## Action item
Print every entry again exactly, with no pictures.
***** Data extract
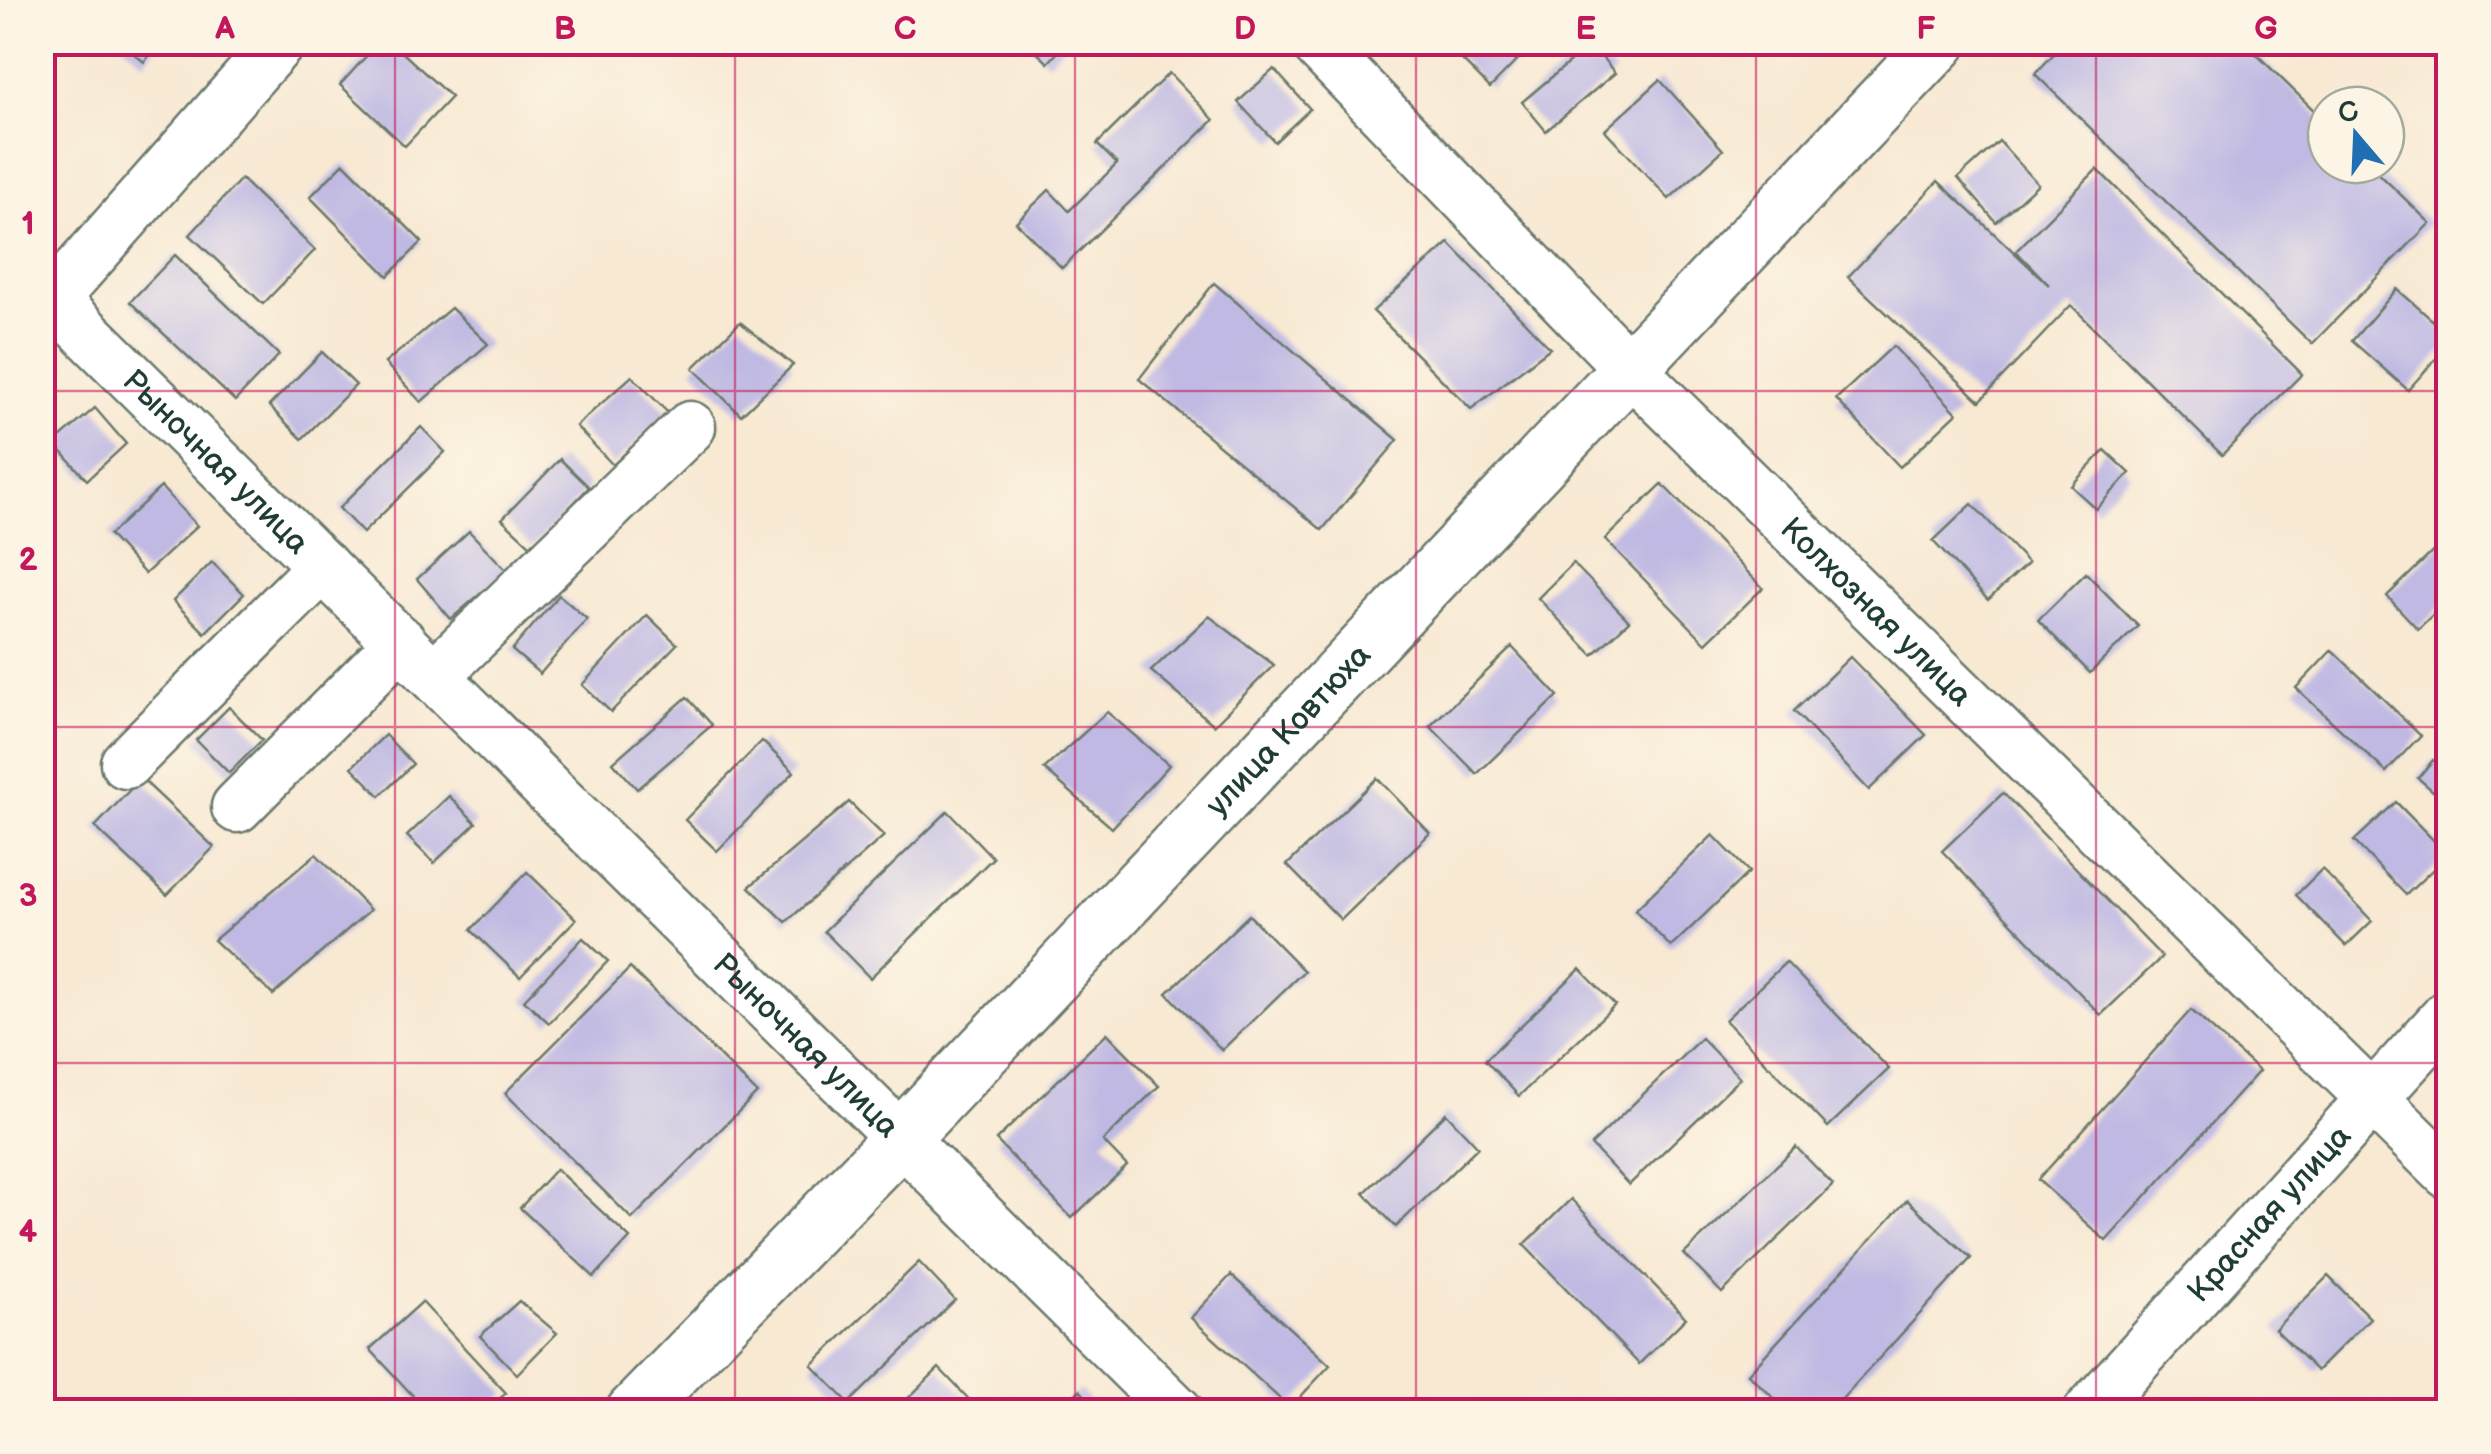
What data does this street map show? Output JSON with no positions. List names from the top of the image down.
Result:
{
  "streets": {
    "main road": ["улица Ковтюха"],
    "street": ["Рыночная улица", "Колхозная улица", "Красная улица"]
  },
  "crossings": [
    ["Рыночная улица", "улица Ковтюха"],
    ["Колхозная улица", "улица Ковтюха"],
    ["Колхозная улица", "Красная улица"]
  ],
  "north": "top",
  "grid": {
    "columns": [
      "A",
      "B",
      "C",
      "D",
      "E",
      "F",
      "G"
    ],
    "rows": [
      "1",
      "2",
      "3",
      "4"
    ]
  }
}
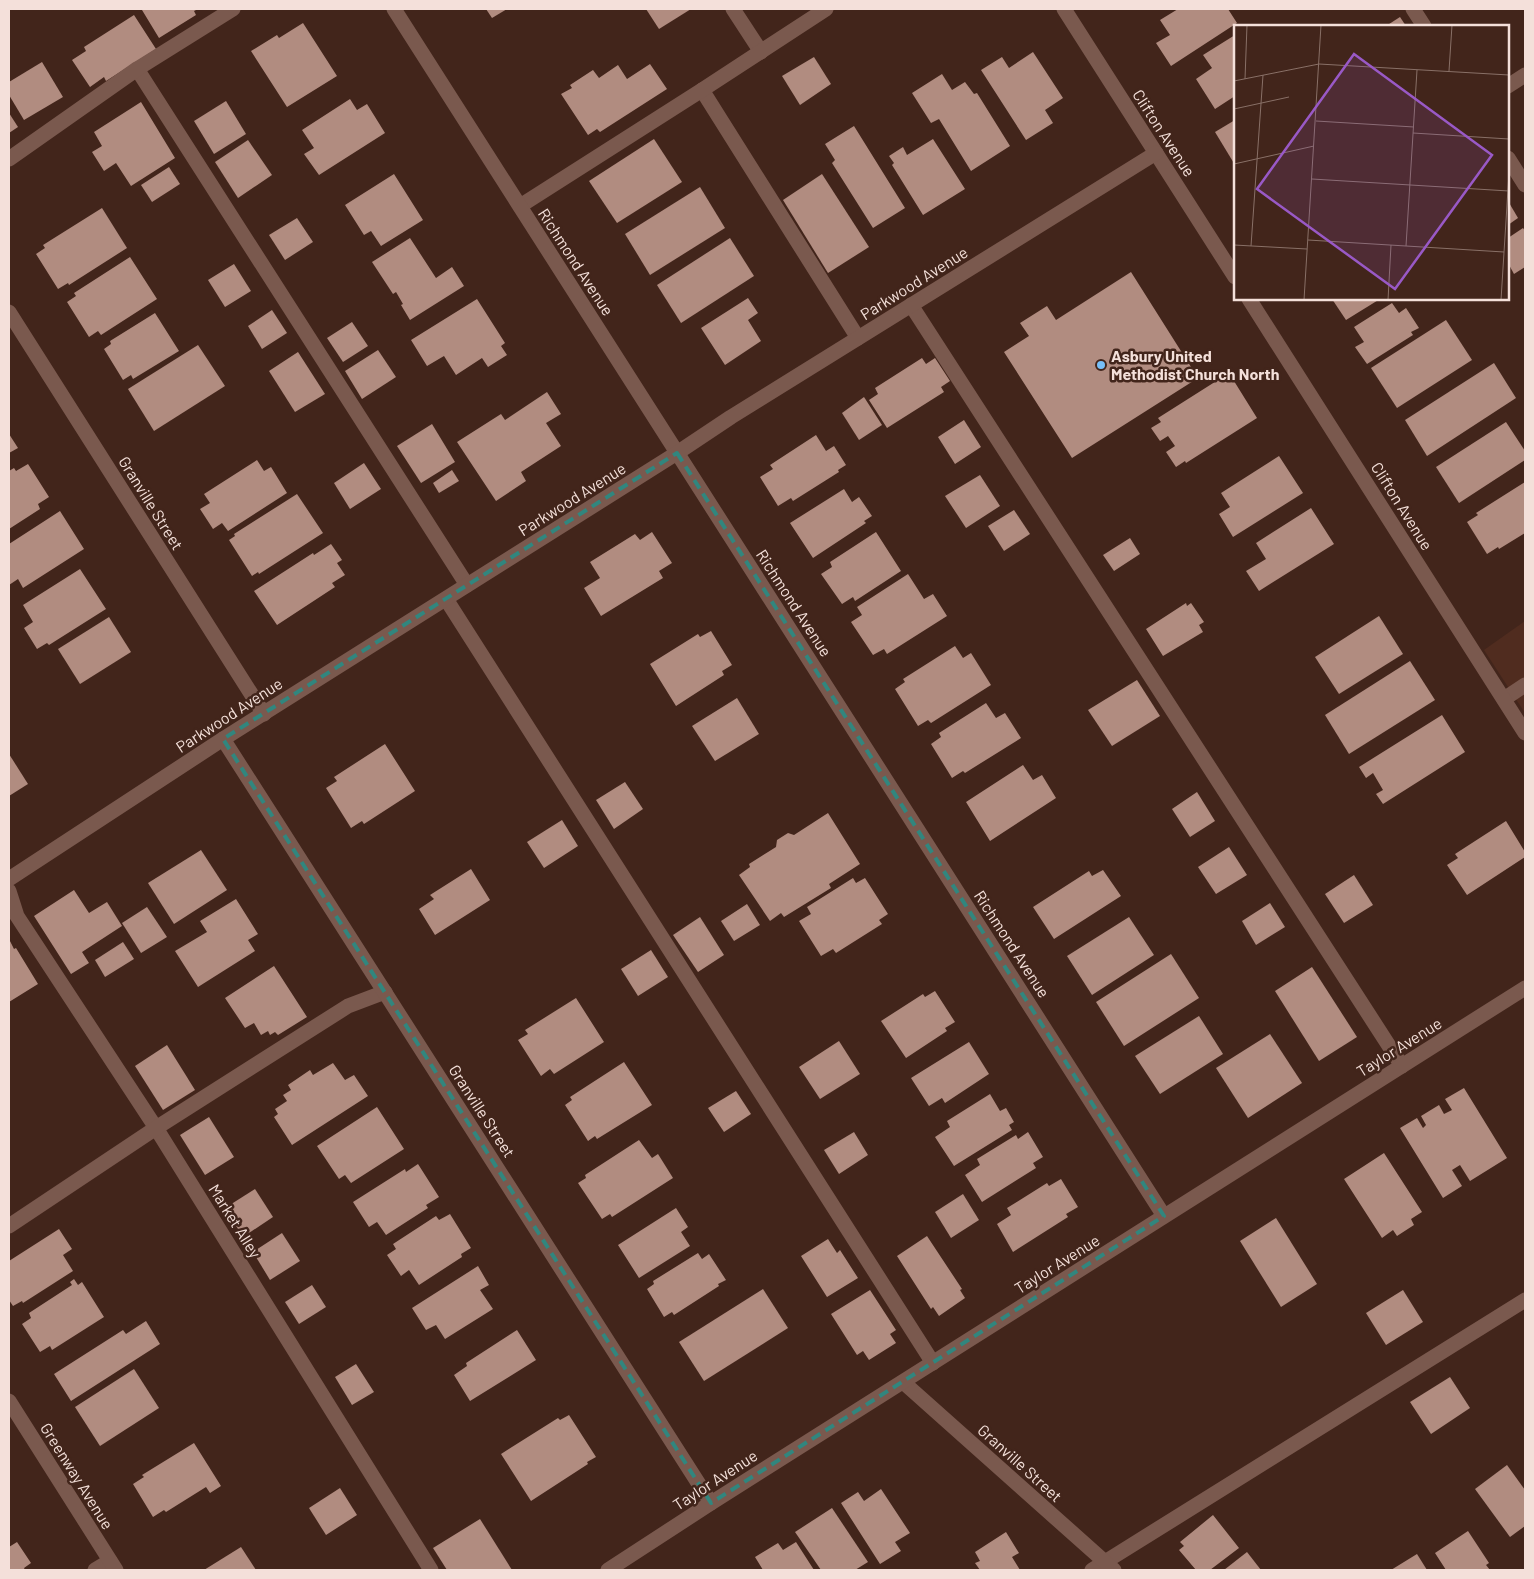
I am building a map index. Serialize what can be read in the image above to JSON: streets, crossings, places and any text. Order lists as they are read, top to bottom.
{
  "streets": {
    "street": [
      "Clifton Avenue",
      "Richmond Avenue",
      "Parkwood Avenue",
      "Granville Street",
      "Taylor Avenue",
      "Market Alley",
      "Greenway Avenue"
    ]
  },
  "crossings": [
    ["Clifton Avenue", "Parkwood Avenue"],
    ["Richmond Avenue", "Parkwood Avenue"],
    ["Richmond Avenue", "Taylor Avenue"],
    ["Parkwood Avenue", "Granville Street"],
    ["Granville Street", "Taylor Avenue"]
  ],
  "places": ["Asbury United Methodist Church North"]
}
**********
## Result
What data does this street map show? Output JSON with no positions. List names from the top of the image down.
Result:
{
  "streets": {
    "main road": ["улица Ковтюха"],
    "street": ["Рыночная улица", "Колхозная улица", "Красная улица"]
  },
  "crossings": [
    ["Рыночная улица", "улица Ковтюха"],
    ["Колхозная улица", "улица Ковтюха"],
    ["Колхозная улица", "Красная улица"]
  ],
  "north": "top",
  "grid": {
    "columns": [
      "A",
      "B",
      "C",
      "D",
      "E",
      "F",
      "G"
    ],
    "rows": [
      "1",
      "2",
      "3",
      "4"
    ]
  }
}
I am building a map index. Serialize what can be read in the image above to JSON: streets, crossings, places and any text. Order lists as they are read, top to bottom.
{
  "streets": {
    "street": [
      "Clifton Avenue",
      "Richmond Avenue",
      "Parkwood Avenue",
      "Granville Street",
      "Taylor Avenue",
      "Market Alley",
      "Greenway Avenue"
    ]
  },
  "crossings": [
    ["Clifton Avenue", "Parkwood Avenue"],
    ["Richmond Avenue", "Parkwood Avenue"],
    ["Richmond Avenue", "Taylor Avenue"],
    ["Parkwood Avenue", "Granville Street"],
    ["Granville Street", "Taylor Avenue"]
  ],
  "places": ["Asbury United Methodist Church North"]
}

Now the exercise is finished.